WHAT NEEDS TO BE DONE
Below are some entries; state how many of their lines contain the word "worn", with nothing else in the reply.

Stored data
= Beginning of Section =

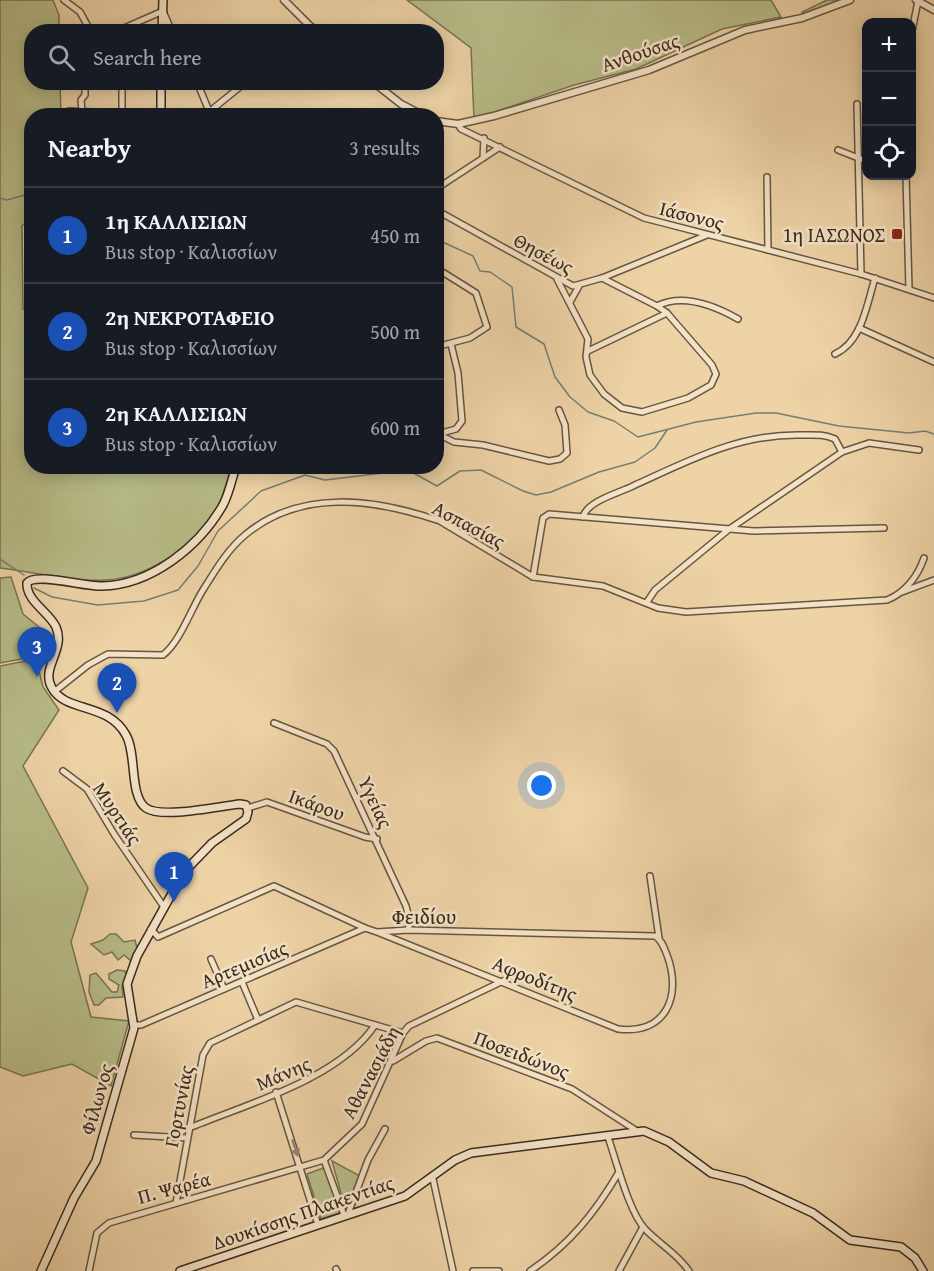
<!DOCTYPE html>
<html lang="en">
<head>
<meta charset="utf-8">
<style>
	:root { --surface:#171b24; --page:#20242c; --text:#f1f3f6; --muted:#9ea1a6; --line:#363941; --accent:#c59692 }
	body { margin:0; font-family:"Gentium Book Plus",serif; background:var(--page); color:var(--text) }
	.controls { position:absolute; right:18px; top:18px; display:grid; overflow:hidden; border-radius:12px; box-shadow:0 3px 15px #0003 }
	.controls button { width:54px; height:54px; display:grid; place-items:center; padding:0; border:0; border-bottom:2px solid var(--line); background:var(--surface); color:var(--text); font:30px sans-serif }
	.you { position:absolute; left:542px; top:786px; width:21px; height:21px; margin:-15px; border:4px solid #fff; border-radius:50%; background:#1a73e8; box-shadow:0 0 0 9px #1a73e833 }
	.badge { display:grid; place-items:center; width:39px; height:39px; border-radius:50%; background:var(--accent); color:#fff; font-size:20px; font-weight:700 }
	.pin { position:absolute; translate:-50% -50px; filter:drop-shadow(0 2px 3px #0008) }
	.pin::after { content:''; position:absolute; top:32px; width:21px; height:18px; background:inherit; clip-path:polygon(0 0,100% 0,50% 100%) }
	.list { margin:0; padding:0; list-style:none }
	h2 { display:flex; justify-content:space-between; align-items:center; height:78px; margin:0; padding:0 24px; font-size:26px }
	h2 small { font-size:20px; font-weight:400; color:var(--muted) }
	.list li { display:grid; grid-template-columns:39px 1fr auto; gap:18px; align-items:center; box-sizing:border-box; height:96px; padding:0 24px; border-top:2px solid var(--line) }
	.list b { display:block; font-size:22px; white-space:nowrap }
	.list p { margin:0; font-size:20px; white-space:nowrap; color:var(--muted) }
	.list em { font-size:20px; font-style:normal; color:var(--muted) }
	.icon { flex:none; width:33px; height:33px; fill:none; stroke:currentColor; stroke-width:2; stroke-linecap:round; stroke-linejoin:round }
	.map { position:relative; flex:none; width:934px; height:1271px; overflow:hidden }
	.search { position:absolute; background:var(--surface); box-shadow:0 3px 15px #0003; left:24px; top:24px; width:420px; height:66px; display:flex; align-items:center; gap:15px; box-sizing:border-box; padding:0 21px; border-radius:24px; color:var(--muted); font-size:22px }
	.panel { position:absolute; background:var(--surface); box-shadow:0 3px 15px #0003; left:24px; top:108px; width:420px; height:366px; border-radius:24px }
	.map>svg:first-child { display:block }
	.green { fill:#b7bc88; stroke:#787453; stroke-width:1.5 }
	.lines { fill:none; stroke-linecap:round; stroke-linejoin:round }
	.stream { stroke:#737f73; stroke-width:1.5 }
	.minor-casing { stroke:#665540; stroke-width:8 }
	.tertiary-casing { stroke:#665540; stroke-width:9 }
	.secondary-casing { stroke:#392b1e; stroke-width:10 }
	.minor { stroke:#f4e2c6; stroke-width:5 }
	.tertiary { stroke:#f4e2c6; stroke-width:6 }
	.secondary { stroke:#f4e2c6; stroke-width:7 }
	.oneway { fill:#968672 }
	.poi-dot { fill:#8f2418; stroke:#f4e2c6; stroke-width:2 }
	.labels { text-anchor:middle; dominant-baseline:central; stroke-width:5; stroke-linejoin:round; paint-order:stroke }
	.street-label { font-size:20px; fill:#392b1e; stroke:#f4e2c6 }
	.poi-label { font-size:20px; fill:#392b1e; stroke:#f4e2c6; text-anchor:end }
</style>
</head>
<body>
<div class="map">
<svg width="934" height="1271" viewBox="0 0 934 1271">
	<rect width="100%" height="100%" fill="#eed3a7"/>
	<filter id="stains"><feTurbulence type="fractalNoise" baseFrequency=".00333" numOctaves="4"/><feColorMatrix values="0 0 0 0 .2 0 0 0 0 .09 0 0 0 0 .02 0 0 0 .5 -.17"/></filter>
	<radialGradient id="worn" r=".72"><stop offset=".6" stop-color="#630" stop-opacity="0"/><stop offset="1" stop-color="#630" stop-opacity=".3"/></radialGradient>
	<g class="green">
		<path d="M0 0H53L59 15V31L32 32V82L60 83 61 115 32 116 31 217 22 226 23 309 32 308V466L232 467C227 479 224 494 218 506 197 545 150 577 106 580 71 582 35 572 0 568Z"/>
		<polygon points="407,0 771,0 781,17 722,29 636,69 574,85 474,119 471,48"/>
		<polygon points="827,0 844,0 803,14 802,12"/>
		<polygon points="11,577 23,614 39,627 49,654 0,663 0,578"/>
		<polygon points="36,659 43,687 59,710 23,766 88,888 71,942 91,1017 129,1021 111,1086 72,1064 23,1076 0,1067 0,666"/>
		<polygon points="110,934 116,934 124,942 135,940 137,948 131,961 124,955 118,960 112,952 104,955 91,944 103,940"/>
		<polygon points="117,970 125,971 126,975 122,986 123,997 106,998 99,1005 94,1005 89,992 90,975 96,973 112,992 117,992 119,985 109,979 109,974"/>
		<polygon points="332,1161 360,1176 347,1206 344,1204"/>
		<polygon points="326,1167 340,1213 321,1219 307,1174"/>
	</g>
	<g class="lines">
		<g class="stream">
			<polyline points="0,198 7,200 32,193"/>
			<polyline points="436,239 473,256 480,271 490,272 512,287 516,327 544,344 555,377 570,397 588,412 614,421 638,437 696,422 756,413 776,413 839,426 909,433 925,431 934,434"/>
			<polyline points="0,559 24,575"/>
			<polyline points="34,588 52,597 98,605 144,601 178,590 198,566 218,531 261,491 305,475 325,480 408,470 437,486 460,471 481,470 523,491 536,495 551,492 599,472 635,462 655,448 667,430"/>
		</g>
		<g class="minor-casing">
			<g id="minor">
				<polyline points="64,0 80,12 91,32"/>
				<polyline points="912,31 918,1"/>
				<polyline points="115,32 163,11 172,32"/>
				<polyline points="197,82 209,111"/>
				<polyline points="122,83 122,113"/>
				<polyline points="857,104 861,274"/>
				<polyline points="69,111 161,115"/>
				<polyline points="82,111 81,100 85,95 85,85"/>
				<polyline points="204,116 246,82"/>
				<polyline points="458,124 461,129 644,218 861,274 934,298"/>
				<polyline points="838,150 866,161"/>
				<polyline points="483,158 484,138"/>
				<polyline points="906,176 909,289"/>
				<polyline points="767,177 768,250"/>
				<polyline points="436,189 500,147"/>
				<polyline points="436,210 573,286 602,278 707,235"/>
				<polyline points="436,268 476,293 487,327 470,338 436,347"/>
				<polyline points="557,279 588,339 586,357 590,375 604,394 622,408 642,412 688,398 711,385 716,374 712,365 667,313 657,306 602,278"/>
				<polyline points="570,302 579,286"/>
				<path d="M657 306C683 293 715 306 738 319"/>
				<polyline points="859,328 934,362"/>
				<polyline points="588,351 667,313"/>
				<path d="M835 354C862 342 867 304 875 278"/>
				<polyline points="438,434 454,442 483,445 549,461 560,459 567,453 565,425 559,410"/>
				<polyline points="438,434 456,429 462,421 458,373 451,344"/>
				<path d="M583 517C587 501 619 493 633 486 688 461 740 433 803 435 814 435 824 434 835 439L842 452"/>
				<polyline points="533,577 543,518 549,514 754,531 884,528"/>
				<polyline points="902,592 934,580"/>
				<polyline points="647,602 655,590 728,530 842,452 869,443 919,450"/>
				<path d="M54 692 88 665 108 654 163 655C180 642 191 609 203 590 215 571 227 550 245 535 301 488 375 499 440 521L533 577 603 586 658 608 686 612 887 600C905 593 918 576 924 558"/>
				<polyline points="274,723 327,744 334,751 406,906 410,922 408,930"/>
				<polyline points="63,771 87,789 114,834 164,907"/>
				<polyline points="248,808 267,802 365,837 377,839"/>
				<polyline points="650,876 659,938"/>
				<path d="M151 929 158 937 274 886 365 928 377 932 408 930 655 936C662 940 664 948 667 955 682 995 667 1035 618 1029L377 932"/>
				<polyline points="211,959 224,989"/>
				<polyline points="242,982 258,1020"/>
				<polyline points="134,1025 141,1025 365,928"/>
				<polyline points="393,1061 426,1041 437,1038 572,1089 637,1131"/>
				<polyline points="276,1092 318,1225"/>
				<path d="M189 1128C247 1104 339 1079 375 1025"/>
				<polyline points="134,1135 187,1138"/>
				<path d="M608 1137C616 1160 629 1212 645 1229 659 1244 677 1253 689 1271"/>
				<polyline points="324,1160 344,1215"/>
				<polyline points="433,1179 453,1271"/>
				<polyline points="176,1203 203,1055 210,1043 296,1002 403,1033"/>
				<polyline points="348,1214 368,1160 385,1129"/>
				<polyline points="336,1269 337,1271"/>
				<polyline points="89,1271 97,1233 109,1223 324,1160 362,1124 403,1033 409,1026 503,981"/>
				<polyline points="473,1271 499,1271"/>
				<path d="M530 1271C569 1245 595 1213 619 1172"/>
				<polyline points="619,1271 643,1227"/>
			</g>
		</g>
		<g class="tertiary-casing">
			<g id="tertiary">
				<polyline points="284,0 316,32"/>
				<polyline points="916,0 934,10"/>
				<polyline points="373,82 401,104 424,116"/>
				<polyline points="436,121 458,124 494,116 649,70 745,30 802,18 850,0"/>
			</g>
		</g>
		<g class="secondary-casing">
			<g id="secondary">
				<polyline points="162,32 163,0"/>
				<polyline points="161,116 161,82"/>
				<path d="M41 1271 74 1198 96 1161 134 1028 127 984 137 956 184 872 212 843 246 819 248 812 246 805 240 804C220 806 162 819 146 808 129 796 137 754 126 735 108 702 66 713 52 688 40 668 66 650 56 627 49 612 26 601 27 583 35 572 86 587 102 586 151 585 199 547 223 505 229 494 232 479 236 466"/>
				<polyline points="180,1271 405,1196 455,1160 471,1153 644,1131 669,1142 711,1173 744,1181 813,1213 850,1240 901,1247 915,1258 923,1271"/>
			</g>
		</g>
		<use href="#minor" class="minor"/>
		<use href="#tertiary" class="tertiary"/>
		<use href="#secondary" class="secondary"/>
	</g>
	<defs><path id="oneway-solid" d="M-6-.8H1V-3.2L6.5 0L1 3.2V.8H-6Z" transform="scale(1.5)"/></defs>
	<use class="oneway" href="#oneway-solid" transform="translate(295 1148) rotate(72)"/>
	<rect class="poi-dot" x="891" y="228" width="12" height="12" rx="3"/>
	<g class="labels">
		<g class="street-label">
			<text transform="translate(640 52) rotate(-19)">Ανθούσας</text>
			<text transform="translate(692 215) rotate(14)">Ιάσονος</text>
			<text transform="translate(544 253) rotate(28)">Θησέως</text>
			<text transform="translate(469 524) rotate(28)">Ασπασίας</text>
			<text transform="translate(376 802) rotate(65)">Υγείας</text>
			<text transform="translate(317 804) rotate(20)">Ικάρου</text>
			<text transform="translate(118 813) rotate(56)">Μυρτιάς</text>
			<text x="424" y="916">Φειδίου</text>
			<text transform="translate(244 964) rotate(-23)">Αρτεμισίας</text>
			<text transform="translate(535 978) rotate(22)">Αφροδίτης</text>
			<text transform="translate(522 1054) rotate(21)">Ποσειδώνος</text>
			<text transform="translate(370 1072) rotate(-62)">Αθανασιάδη</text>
			<text transform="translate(283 1073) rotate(-23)">Μάνης</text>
			<text transform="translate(96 1099) rotate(-74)">Φίλωνος</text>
			<text transform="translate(178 1106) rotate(-79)">Γορτυνίας</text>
			<text transform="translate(174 1187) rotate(-15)">Π. Ψαρέα</text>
			<text transform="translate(303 1212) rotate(-19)">Δουκίσσης Πλακεντίας</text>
		</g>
		<g class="poi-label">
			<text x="885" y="234">1η ΙΑΣΩΝΟΣ</text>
		</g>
	</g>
	<rect width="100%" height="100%" filter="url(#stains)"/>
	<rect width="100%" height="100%" fill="url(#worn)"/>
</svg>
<div class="controls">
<button>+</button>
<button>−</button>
<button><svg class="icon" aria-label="locate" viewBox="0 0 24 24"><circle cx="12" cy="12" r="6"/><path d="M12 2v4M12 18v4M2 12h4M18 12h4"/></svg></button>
</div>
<div class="you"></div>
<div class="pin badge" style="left:174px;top:902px;background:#1a4fb4">1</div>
<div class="pin badge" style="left:117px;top:713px;background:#1a4fb4">2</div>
<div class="pin badge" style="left:37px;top:677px;background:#1a4fb4">3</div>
<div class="search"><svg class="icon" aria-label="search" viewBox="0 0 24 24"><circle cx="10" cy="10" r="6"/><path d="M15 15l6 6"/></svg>Search here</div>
<section class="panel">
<h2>Nearby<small>3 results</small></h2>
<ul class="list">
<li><span class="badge" style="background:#1a4fb4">1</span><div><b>1η ΚΑΛΛΙΣΙΩΝ</b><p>Bus stop · Καλισσίων</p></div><em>450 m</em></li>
<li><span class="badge" style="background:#1a4fb4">2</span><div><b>2η ΝΕΚΡΟΤΑΦΕΙΟ</b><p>Bus stop · Καλισσίων</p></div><em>500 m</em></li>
<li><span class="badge" style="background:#1a4fb4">3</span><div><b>2η ΚΑΛΛΙΣΙΩΝ</b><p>Bus stop · Καλισσίων</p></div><em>600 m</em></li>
</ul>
</section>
</div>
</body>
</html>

= End of Section =

YOUR SOLUTION
2